Un directeur adjoint peu sensible à ma requête.
Je me suis sentie en dessous de tout à ce moment là. Bien sûr que j'ai des convictions, évidemment que je veux jouer le jeu de la mixité, que je ne veux pas faire évoluer mon fils dans un monde qui ne reflète pas la réalité. Mais si nous ne sommes qu'une poignée de parents à le souhaiter comment est ce que cela peut se produire? Je ne peux décemment pas sacrifier mon fils parce que j'ai des idéaux ! Depuis ce rendez-vous j'ai rempli deux dossiers d'inscription dans des lycées privés, en guise de plan B. Il fera très certainement sa rentrée de 1ère dans un de ces établissements.
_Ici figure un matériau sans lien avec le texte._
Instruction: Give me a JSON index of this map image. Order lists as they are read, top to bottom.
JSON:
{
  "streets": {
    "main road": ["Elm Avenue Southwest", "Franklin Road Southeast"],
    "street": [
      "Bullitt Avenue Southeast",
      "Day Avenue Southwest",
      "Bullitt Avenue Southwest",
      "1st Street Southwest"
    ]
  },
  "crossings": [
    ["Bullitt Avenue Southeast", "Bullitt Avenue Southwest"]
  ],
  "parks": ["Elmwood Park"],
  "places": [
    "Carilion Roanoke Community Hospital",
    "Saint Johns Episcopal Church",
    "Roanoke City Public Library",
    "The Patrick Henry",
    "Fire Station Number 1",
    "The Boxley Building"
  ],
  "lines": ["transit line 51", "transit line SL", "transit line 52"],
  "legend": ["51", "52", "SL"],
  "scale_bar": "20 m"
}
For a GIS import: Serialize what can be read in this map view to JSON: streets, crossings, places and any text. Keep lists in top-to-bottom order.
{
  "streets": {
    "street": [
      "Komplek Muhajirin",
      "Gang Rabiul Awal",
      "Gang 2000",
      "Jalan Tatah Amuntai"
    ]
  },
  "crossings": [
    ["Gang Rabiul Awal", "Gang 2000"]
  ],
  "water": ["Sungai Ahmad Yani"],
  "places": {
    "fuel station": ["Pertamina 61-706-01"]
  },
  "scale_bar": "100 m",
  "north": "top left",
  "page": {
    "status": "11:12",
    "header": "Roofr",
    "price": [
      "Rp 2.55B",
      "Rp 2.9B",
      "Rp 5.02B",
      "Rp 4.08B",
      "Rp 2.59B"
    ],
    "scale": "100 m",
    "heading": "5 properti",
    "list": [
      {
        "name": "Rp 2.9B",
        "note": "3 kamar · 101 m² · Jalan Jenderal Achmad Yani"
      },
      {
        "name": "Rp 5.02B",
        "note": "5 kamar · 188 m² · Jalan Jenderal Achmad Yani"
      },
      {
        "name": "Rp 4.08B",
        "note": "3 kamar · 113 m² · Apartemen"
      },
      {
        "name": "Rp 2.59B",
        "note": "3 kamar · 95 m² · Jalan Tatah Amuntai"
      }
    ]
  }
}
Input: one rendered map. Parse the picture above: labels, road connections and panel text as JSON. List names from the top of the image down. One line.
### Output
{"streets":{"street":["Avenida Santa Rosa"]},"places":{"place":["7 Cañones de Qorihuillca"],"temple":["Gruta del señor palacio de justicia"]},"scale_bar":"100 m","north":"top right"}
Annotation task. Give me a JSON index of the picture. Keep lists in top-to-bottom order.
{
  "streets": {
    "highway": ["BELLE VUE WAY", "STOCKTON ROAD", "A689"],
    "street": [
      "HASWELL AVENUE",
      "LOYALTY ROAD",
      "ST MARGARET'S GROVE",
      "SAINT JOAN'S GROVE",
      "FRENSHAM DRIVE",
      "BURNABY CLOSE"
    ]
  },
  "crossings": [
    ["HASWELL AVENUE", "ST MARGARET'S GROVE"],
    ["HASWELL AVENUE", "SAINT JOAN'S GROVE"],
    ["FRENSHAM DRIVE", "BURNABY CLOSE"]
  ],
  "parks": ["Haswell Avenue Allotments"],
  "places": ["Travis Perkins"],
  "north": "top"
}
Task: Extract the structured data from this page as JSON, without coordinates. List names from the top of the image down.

Je suis triste de voir qu'il est impossible de faire autrement mais encore plus triste de ne pas y avoir songé avant, tellement mal d'avoir été aussi naïve et de faire encore une fois subir un changement de classe/établissement à mon fils qui a tant besoin de stabilité.
Une mère en carton voilà comment je me sens en ce moment, en dessous tout.
¨* Devant aider l'agglomération montpelliéraine à accueillir les rapatriés d'Algérie et du Maroc (pieds noirs) et les jeunes issus du baby boom, le quartier a accueilli depuis des immigrés étrangers et constitue une zone très populaire à fort contraste avec la ville elle-même particulièrement bourgeoise.